Any example of this kind of algebraic structure?

Question

Can someone tell me if there is some natural algebraic structure given by an infinite (co)product that has no neutral element ( where a neutral element is one that witnesses $\exists u \forall a [u * a = a = a * u]$), but such that every "finite reduction" (somewhat intuitive, but I could try and come up with something formal if pressed) actually has a (not necessarily unique, not necessarily even 2-sided if you want) neutral element?

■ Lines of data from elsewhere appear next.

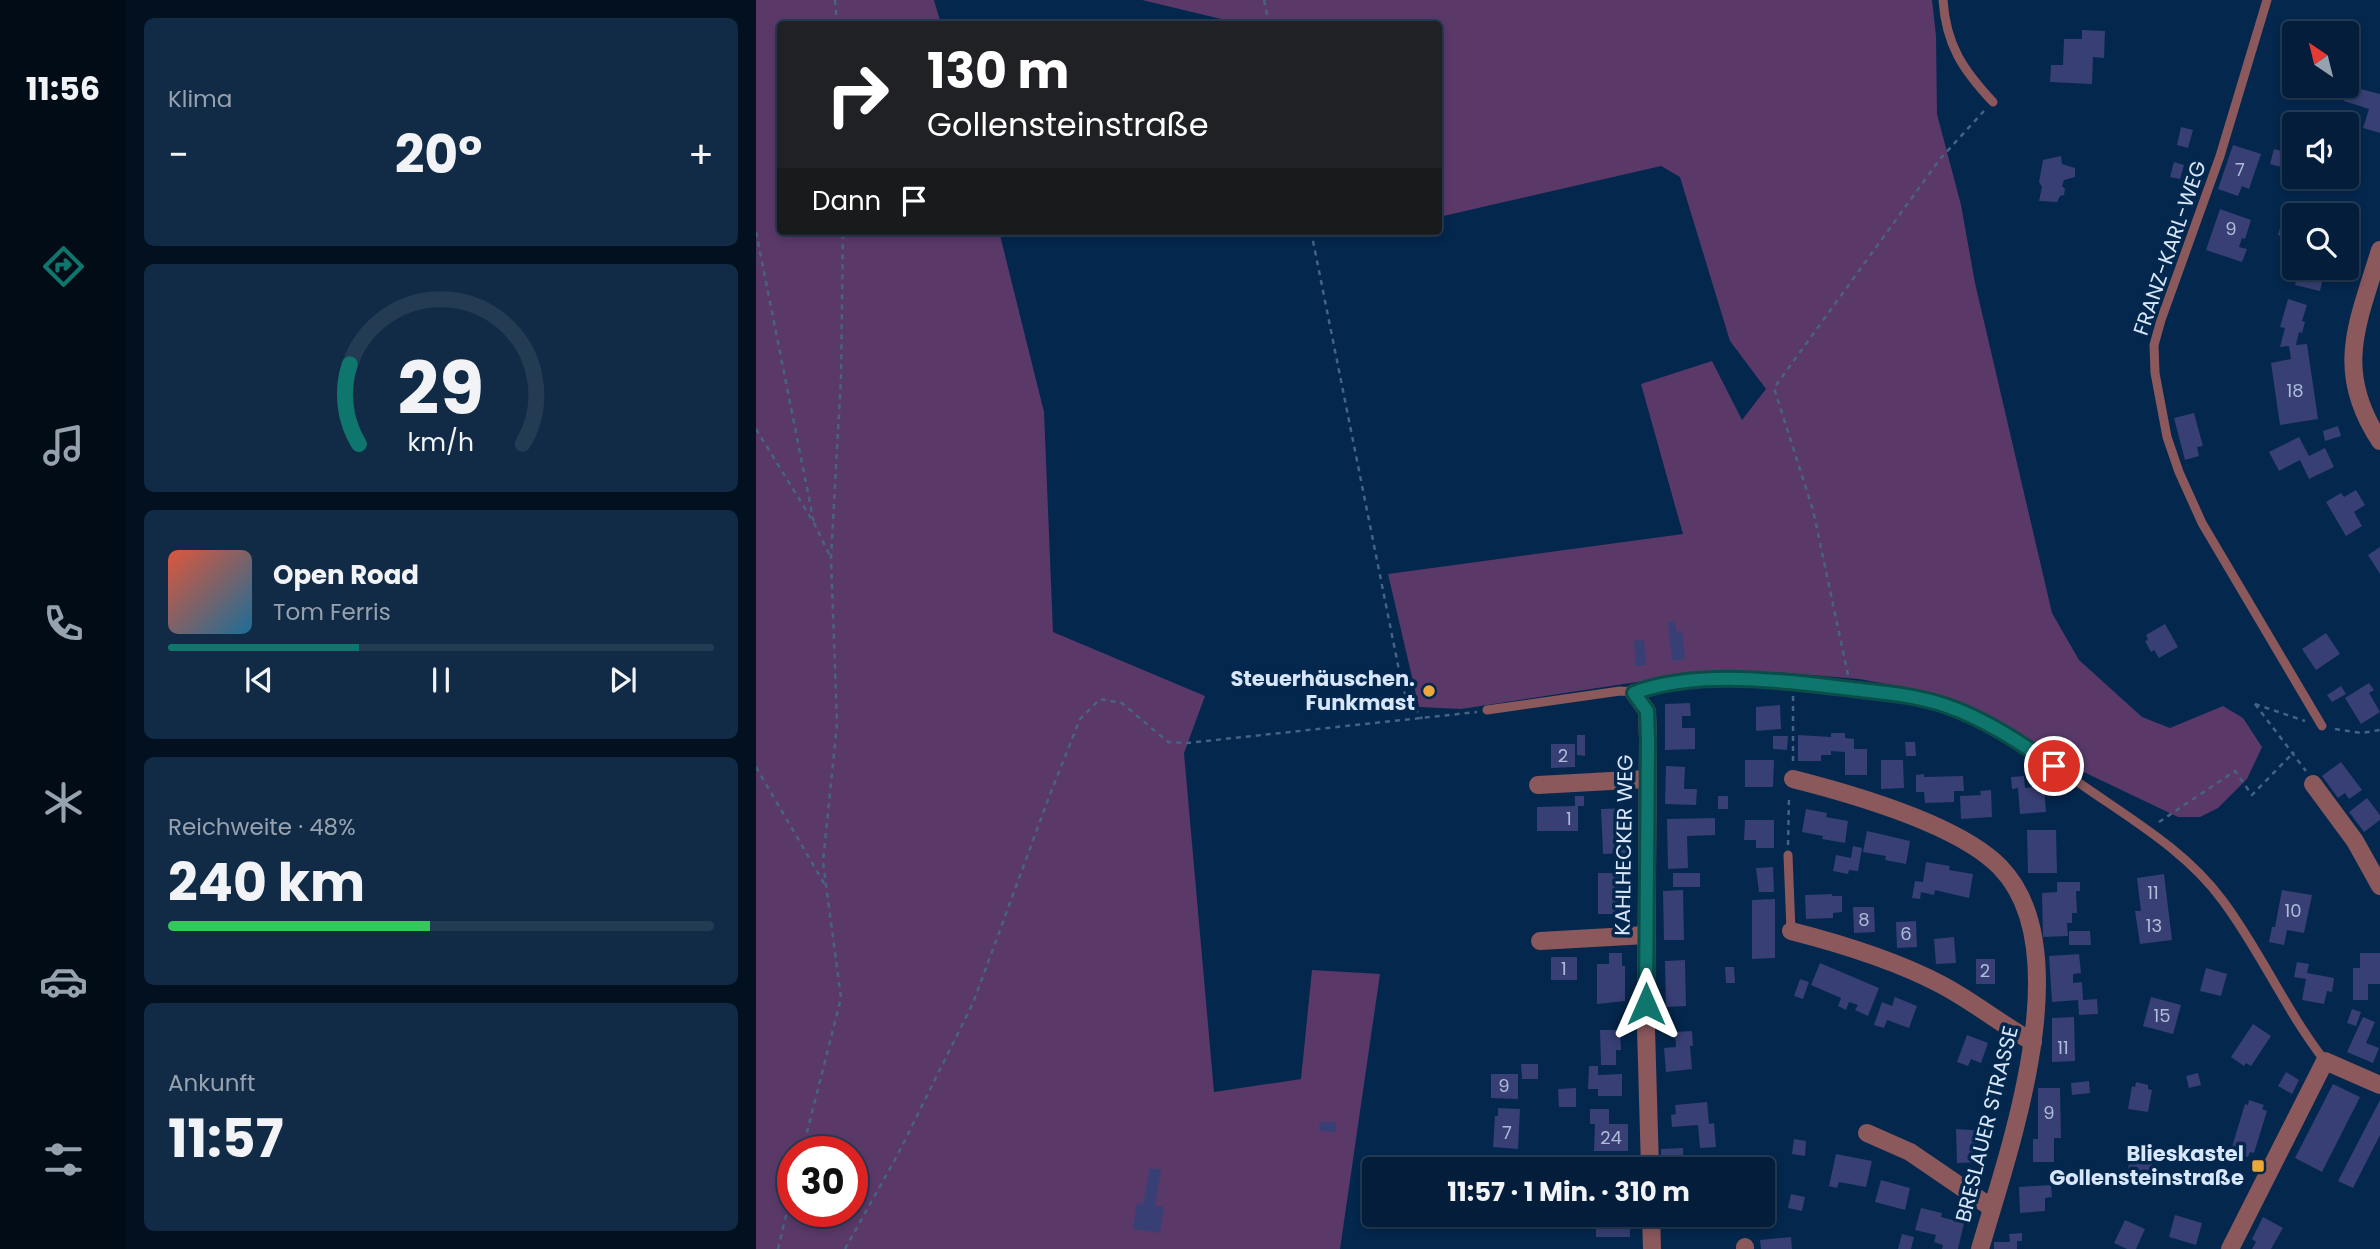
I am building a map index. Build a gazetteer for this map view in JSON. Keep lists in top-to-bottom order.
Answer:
{
  "streets": {
    "street": ["KAHLHECKER WEG", "BRESLAUER STRASSE"],
    "lane": ["FRANZ-KARL-WEG"]
  },
  "places": {
    "other": ["Steuerhäuschen. Funkmast"],
    "transit": ["Blieskastel Gollensteinstraße"]
  },
  "house_numbers": [
    "7",
    "9",
    "18",
    "2",
    "1",
    "11",
    "10",
    "8",
    "13",
    "6",
    "1",
    "2",
    "15",
    "11",
    "9",
    "9",
    "7",
    "24"
  ],
  "north": "top left",
  "page": {
    "tabs": "11:56",
    "tile": [
      "Klima",
      ["Reichweite · 48%", "240 km"],
      ["Ankunft", "11:57"]
    ],
    "turn": ["130 m", "Gollensteinstraße"],
    "heat": ["−", "20°", "+"],
    "then": "Dann",
    "song": ["Open Road", "Tom Ferris"],
    "limit": "30",
    "trip": "11:57 · 1 Min. · 310 m",
    "gauge": ["29", "km/h"]
  }
}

I am thinking something like this:

https://en.wikipedia.org/wiki/Rng_(algebra)#Example:_Quinary_sequences

but I cannot see why the infinite product does not have neutral element the (infinite) sequence of all $1$'s, and, furthermore, it seems a bit specific to $5$ arbitrarily, so I would like something more general. Also I don't know what it means when it talks about the supposed "identity/idempotent" element (it seems to switch between sentences) in the relevant "finite reductions" (again, my own terminology) is actually the neutral element (with respect to either multiplication or addition in their rng).

Answer 1

You're right that they chose that ring a bit arbitrarily. It has nothing to do with the property you're interested in.

If you take any infinite collection of nonzero rings (with identity of course) $\{R_i\mid i\in I\}$ then $R=\oplus_{i\in I} R_i$ is a rng without identity, but you can say that it has local identities. That is for every $x\in R$, there is an $e\in R$ such that $ex=xe$.

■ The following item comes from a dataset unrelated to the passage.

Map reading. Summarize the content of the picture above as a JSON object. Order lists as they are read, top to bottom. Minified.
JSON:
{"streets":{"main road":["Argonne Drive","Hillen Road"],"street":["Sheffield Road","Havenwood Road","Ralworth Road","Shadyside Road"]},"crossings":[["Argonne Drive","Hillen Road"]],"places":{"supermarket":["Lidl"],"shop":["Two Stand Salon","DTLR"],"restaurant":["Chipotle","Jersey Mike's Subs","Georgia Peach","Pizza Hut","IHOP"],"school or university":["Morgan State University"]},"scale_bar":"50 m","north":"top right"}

An identity for $R$ would have to be nonzero on every coordinate, and of course no element in that set has that property. So there's no identity.

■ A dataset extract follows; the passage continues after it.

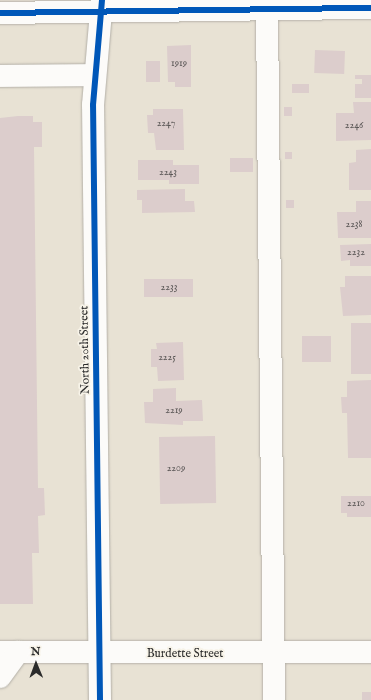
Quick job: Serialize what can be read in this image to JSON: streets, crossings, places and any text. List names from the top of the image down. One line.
{"streets":{"street":["North 20th Street","Burdette Street"]},"crossings":[["North 20th Street","Burdette Street"]],"house_numbers":["1919","2247","2246","2243","2238","2232","2233","2225","2219","2209","2210"],"north":"top"}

To answer your first question after having said this, you might be thing of something like a "semigroup with local identities."

Answer 2

Can someone tell me if there is some natural algebraic structure given by an infinite (co)product that has no neutral element $\ldots$, but such that every "finite reduction" $\ldots$ actually has a $\ldots$ neutral element?

The first-order sentence $(\exists u)(\forall a)(u*a=a=a*u)$ is preserved by products. This means that if a family of structures satisfies this sentence, then their Cartesian product will also satisfy it. This shows that the answer to the question is No if one uses Cartesian products, at least if each individual factor in the product is considered to be a "finite reduction" of the product.

On the other hand, let $L = \langle \{0\}; \vee,\wedge\rangle$ be the $1$-element lattice in the category of distributive lattices. Define $x*y:=x\wedge y$. The coproduct $C$ of $\omega$-many copies of $L$ is the $\omega$-generated free distributive lattice. A neutral element for $*$ would have to be a largest element for $L$. But the infinitely generated free distributive lattice has no largest element, so there is no neutral element for $*$ in $C$. However, every finite distributive lattice has a largest element (= the join of all elements), hence every finite distributive lattice has a neutral element for $*$. Does this mean every "finite reduction" of $C$ has a neutral element for $*$? It depends on the meaning of the quoted phrase, but every finitely generated sublattice of $C$ is finite, and every coproduct of finitely many copies of $L$ is finite, so these types of finite reductions will have a neutral element for $*$.